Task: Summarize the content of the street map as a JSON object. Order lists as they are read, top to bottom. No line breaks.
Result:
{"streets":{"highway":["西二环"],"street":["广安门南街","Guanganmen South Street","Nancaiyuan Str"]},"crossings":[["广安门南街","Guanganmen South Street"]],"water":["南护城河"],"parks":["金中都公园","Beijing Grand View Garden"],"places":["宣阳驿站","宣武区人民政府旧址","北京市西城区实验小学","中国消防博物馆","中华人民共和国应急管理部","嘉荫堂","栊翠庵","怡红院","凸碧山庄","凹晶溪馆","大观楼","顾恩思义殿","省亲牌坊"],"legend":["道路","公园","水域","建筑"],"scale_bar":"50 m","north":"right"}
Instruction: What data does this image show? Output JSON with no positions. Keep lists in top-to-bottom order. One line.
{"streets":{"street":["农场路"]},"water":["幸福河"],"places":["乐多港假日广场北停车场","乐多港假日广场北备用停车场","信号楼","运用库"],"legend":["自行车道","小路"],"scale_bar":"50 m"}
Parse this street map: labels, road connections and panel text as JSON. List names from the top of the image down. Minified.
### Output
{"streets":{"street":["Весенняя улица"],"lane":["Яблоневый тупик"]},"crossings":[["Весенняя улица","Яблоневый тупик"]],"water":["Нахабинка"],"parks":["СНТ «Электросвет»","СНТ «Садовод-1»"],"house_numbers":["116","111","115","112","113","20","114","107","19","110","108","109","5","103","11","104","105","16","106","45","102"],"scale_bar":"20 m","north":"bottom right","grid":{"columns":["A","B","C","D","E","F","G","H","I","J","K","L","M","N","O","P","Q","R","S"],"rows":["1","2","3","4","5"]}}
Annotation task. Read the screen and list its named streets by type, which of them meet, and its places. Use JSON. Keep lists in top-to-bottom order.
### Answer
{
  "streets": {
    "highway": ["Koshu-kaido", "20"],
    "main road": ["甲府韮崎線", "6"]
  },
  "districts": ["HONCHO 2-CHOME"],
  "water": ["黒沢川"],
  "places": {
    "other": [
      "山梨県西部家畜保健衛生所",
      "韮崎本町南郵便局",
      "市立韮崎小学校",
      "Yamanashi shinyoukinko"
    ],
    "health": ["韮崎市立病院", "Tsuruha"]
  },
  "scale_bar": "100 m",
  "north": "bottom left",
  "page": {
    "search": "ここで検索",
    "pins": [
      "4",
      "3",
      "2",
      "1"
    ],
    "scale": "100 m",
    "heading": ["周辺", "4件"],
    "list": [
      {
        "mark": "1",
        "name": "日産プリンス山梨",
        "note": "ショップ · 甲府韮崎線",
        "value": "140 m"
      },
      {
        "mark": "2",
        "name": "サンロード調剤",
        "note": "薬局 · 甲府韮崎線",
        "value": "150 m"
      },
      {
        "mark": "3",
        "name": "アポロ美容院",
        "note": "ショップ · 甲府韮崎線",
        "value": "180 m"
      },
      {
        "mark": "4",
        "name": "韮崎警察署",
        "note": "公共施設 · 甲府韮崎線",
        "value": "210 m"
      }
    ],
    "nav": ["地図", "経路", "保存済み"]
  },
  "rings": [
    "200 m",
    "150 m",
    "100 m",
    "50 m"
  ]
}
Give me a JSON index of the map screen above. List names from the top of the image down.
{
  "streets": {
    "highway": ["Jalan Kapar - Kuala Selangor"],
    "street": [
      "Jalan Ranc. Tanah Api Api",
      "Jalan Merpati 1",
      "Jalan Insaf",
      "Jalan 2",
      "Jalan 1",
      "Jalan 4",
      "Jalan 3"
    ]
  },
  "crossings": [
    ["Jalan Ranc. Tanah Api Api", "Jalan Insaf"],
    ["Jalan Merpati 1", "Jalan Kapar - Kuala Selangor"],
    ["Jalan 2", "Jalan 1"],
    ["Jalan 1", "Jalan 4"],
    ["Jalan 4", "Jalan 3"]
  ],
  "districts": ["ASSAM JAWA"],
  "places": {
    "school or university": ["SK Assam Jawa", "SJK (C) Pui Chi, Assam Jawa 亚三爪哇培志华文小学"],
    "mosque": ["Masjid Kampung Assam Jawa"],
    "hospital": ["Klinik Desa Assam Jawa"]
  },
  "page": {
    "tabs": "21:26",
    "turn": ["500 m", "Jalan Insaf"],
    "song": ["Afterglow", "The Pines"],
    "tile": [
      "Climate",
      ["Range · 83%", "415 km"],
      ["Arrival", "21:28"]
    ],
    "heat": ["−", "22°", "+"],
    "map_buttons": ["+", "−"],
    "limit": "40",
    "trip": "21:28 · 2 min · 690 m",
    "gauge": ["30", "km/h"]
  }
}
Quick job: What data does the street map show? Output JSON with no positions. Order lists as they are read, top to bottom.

--------------------

For this exercise, output the records in full, exactly.

■ TASK OUTPUT
Task: Summarize the content of the street map as a JSON object. Order lists as they are read, top to bottom. No line breaks.
Result:
{"streets":{"highway":["西二环"],"street":["广安门南街","Guanganmen South Street","Nancaiyuan Str"]},"crossings":[["广安门南街","Guanganmen South Street"]],"water":["南护城河"],"parks":["金中都公园","Beijing Grand View Garden"],"places":["宣阳驿站","宣武区人民政府旧址","北京市西城区实验小学","中国消防博物馆","中华人民共和国应急管理部","嘉荫堂","栊翠庵","怡红院","凸碧山庄","凹晶溪馆","大观楼","顾恩思义殿","省亲牌坊"],"legend":["道路","公园","水域","建筑"],"scale_bar":"50 m","north":"right"}
Instruction: What data does this image show? Output JSON with no positions. Keep lists in top-to-bottom order. One line.
{"streets":{"street":["农场路"]},"water":["幸福河"],"places":["乐多港假日广场北停车场","乐多港假日广场北备用停车场","信号楼","运用库"],"legend":["自行车道","小路"],"scale_bar":"50 m"}
Parse this street map: labels, road connections and panel text as JSON. List names from the top of the image down. Minified.
### Output
{"streets":{"street":["Весенняя улица"],"lane":["Яблоневый тупик"]},"crossings":[["Весенняя улица","Яблоневый тупик"]],"water":["Нахабинка"],"parks":["СНТ «Электросвет»","СНТ «Садовод-1»"],"house_numbers":["116","111","115","112","113","20","114","107","19","110","108","109","5","103","11","104","105","16","106","45","102"],"scale_bar":"20 m","north":"bottom right","grid":{"columns":["A","B","C","D","E","F","G","H","I","J","K","L","M","N","O","P","Q","R","S"],"rows":["1","2","3","4","5"]}}
Annotation task. Read the screen and list its named streets by type, which of them meet, and its places. Use JSON. Keep lists in top-to-bottom order.
### Answer
{
  "streets": {
    "highway": ["Koshu-kaido", "20"],
    "main road": ["甲府韮崎線", "6"]
  },
  "districts": ["HONCHO 2-CHOME"],
  "water": ["黒沢川"],
  "places": {
    "other": [
      "山梨県西部家畜保健衛生所",
      "韮崎本町南郵便局",
      "市立韮崎小学校",
      "Yamanashi shinyoukinko"
    ],
    "health": ["韮崎市立病院", "Tsuruha"]
  },
  "scale_bar": "100 m",
  "north": "bottom left",
  "page": {
    "search": "ここで検索",
    "pins": [
      "4",
      "3",
      "2",
      "1"
    ],
    "scale": "100 m",
    "heading": ["周辺", "4件"],
    "list": [
      {
        "mark": "1",
        "name": "日産プリンス山梨",
        "note": "ショップ · 甲府韮崎線",
        "value": "140 m"
      },
      {
        "mark": "2",
        "name": "サンロード調剤",
        "note": "薬局 · 甲府韮崎線",
        "value": "150 m"
      },
      {
        "mark": "3",
        "name": "アポロ美容院",
        "note": "ショップ · 甲府韮崎線",
        "value": "180 m"
      },
      {
        "mark": "4",
        "name": "韮崎警察署",
        "note": "公共施設 · 甲府韮崎線",
        "value": "210 m"
      }
    ],
    "nav": ["地図", "経路", "保存済み"]
  },
  "rings": [
    "200 m",
    "150 m",
    "100 m",
    "50 m"
  ]
}
Give me a JSON index of the map screen above. List names from the top of the image down.
{
  "streets": {
    "highway": ["Jalan Kapar - Kuala Selangor"],
    "street": [
      "Jalan Ranc. Tanah Api Api",
      "Jalan Merpati 1",
      "Jalan Insaf",
      "Jalan 2",
      "Jalan 1",
      "Jalan 4",
      "Jalan 3"
    ]
  },
  "crossings": [
    ["Jalan Ranc. Tanah Api Api", "Jalan Insaf"],
    ["Jalan Merpati 1", "Jalan Kapar - Kuala Selangor"],
    ["Jalan 2", "Jalan 1"],
    ["Jalan 1", "Jalan 4"],
    ["Jalan 4", "Jalan 3"]
  ],
  "districts": ["ASSAM JAWA"],
  "places": {
    "school or university": ["SK Assam Jawa", "SJK (C) Pui Chi, Assam Jawa 亚三爪哇培志华文小学"],
    "mosque": ["Masjid Kampung Assam Jawa"],
    "hospital": ["Klinik Desa Assam Jawa"]
  },
  "page": {
    "tabs": "21:26",
    "turn": ["500 m", "Jalan Insaf"],
    "song": ["Afterglow", "The Pines"],
    "tile": [
      "Climate",
      ["Range · 83%", "415 km"],
      ["Arrival", "21:28"]
    ],
    "heat": ["−", "22°", "+"],
    "map_buttons": ["+", "−"],
    "limit": "40",
    "trip": "21:28 · 2 min · 690 m",
    "gauge": ["30", "km/h"]
  }
}
Quick job: What data does the street map show? Output JSON with no positions. Order lists as they are read, top to bottom.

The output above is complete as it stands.